The cdist function from Scipy computes all the pairwise differences between the two input collections according to the specified metric.

In [7]:
from scipy.spatial.distance import cdist
m_distortions=[]
for k in range(1,7):
    kmeans = KMeans(n_clusters=k)
    _=kmeans.fit(X)
    tmp=cdist(X,kmeans.cluster_centers_,'euclidean')
    m_distortions.append(sum(np.min(tmp,axis=1))/X.shape[0])
In [8]:
fig,ax=subplots()
fig.set_size_inches((8,5))
_=ax.plot(m_distortions,'-o',ms=10,color='gray')
_=ax.set_xlabel('K',fontsize=16)
_=ax.set_ylabel('Mean Distortion',fontsize=16)
ax.tick_params(labelsize='x-large')
# ax.set_aspect(1/1.6)
fig.savefig('fig-machine_learning/clustering_002.png')

The Mean Distortion shows that there is a diminishing value in using more clusters.

Note that code above uses the cluster_centers_, which are estimated from K-means algorithm.
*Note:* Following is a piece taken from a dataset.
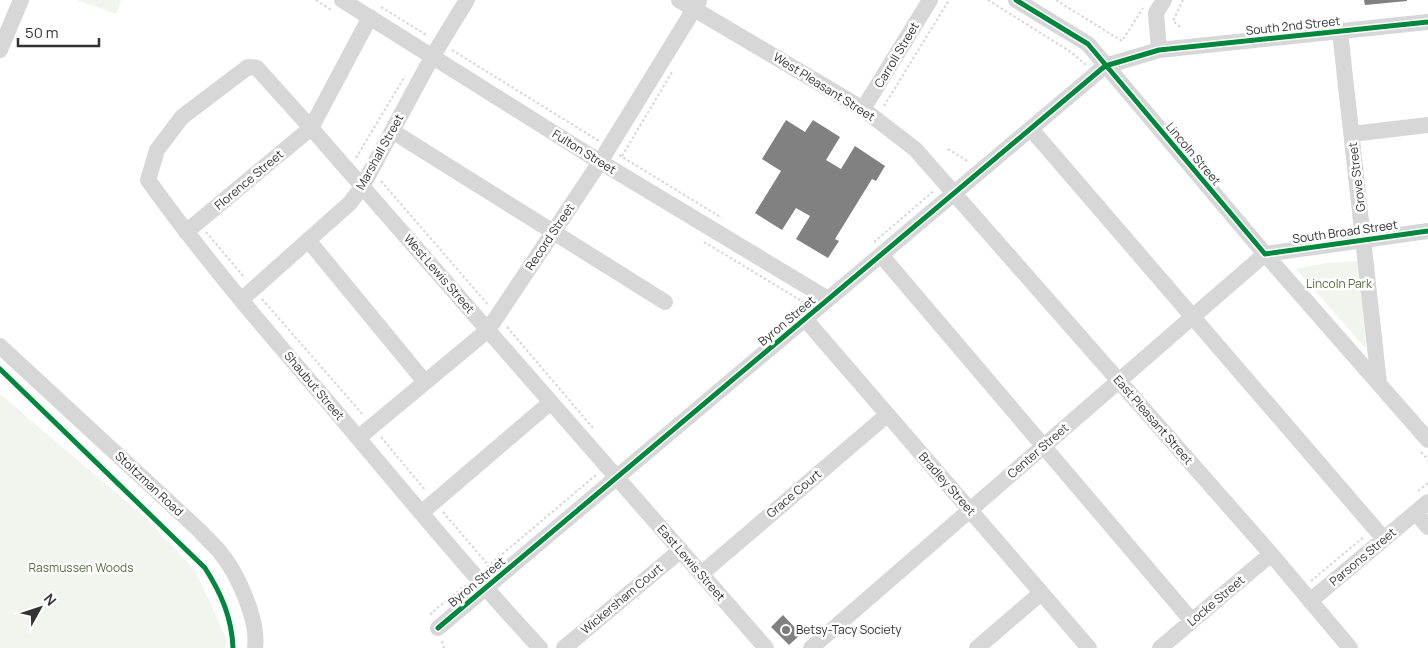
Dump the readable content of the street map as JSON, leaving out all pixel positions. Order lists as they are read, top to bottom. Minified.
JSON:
{"streets":{"street":["South 2nd Street","Carroll Street","West Pleasant Street","Marshall Street","Fulton Street","Lincoln Street","Grove Street","Florence Street","South Broad Street","Record Street","West Lewis Street","Byron Street","Shaubut Street","East Pleasant Street","Center Street","Stoltzman Road","Bradley Street","Grace Court","Parsons Street","East Lewis Street","Wickersham Court","Locke Street"]},"crossings":[["South 2nd Street","Grove Street"],["South 2nd Street","Byron Street"],["Carroll Street","West Pleasant Street"],["West Pleasant Street","Record Street"],["West Pleasant Street","Byron Street"],["West Pleasant Street","East Pleasant Street"],["Marshall Street","Fulton Street"],["Marshall Street","West Lewis Street"],["Marshall Street","Shaubut Street"],["Fulton Street","Record Street"],["Fulton Street","Byron Street"],["Lincoln Street","Grove Street"],["Lincoln Street","South Broad Street"],["Lincoln Street","Byron Street"],["Lincoln Street","Center Street"],["Grove Street","South Broad Street"],["Florence Street","West Lewis Street"],["Florence Street","Shaubut Street"],["South Broad Street","Center Street"],["Record Street","West Lewis Street"],["Record Street","Shaubut Street"],["West Lewis Street","Byron Street"],["West Lewis Street","Shaubut Street"],["West Lewis Street","East Lewis Street"],["Byron Street","Shaubut Street"],["Byron Street","East Pleasant Street"],["Byron Street","Bradley Street"],["Byron Street","East Lewis Street"],["East Pleasant Street","Center Street"],["East Pleasant Street","Parsons Street"],["East Pleasant Street","Locke Street"],["Center Street","Bradley Street"],["Bradley Street","Grace Court"],["Grace Court","East Lewis Street"],["East Lewis Street","Wickersham Court"]],"parks":["Lincoln Park","Rasmussen Woods"],"places":["Betsy-Tacy Society"],"scale_bar":"50 m","north":"top right"}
The resulting Figure shows the point of diminishing returns for added additional clusters.

Another figure-of-merit is the silhouette coefficient, which measures how compact and separated the individual clusters are. To compute the silhouette coefficient, we need to compute the mean intra-cluster distance for each sample ($a_i$) and the mean distance to the next nearest cluster ($b_i$). Then, the silhouette coefficient for the $i^{th}$ sample is

$$ \texttt{sc}_i = \frac{b_i-a_i}{\max(a_i,b_i)} $$

The mean silhouette coefficient is just the mean of all these values over all the samples. The best value is one and the worst is negative one, with values near zero indicating overlapping clusters and negative values showing that samples have been incorrectly assigned to the wrong cluster. This figure-of-merit is implemented in Scikit-learn as in the following,

In [9]:
from sklearn.metrics import silhouette_score
In [10]:
def scatter_fit(X,y,ax):
    _=kmeans.fit(X)
    _=ax.scatter(X[:,0],X[:,1],c=y,s=50,cmap='gray',marker='.')
    _=ax.set_title('silhouette={:.3f}'.format(silhouette_score(X,kmeans.labels_)))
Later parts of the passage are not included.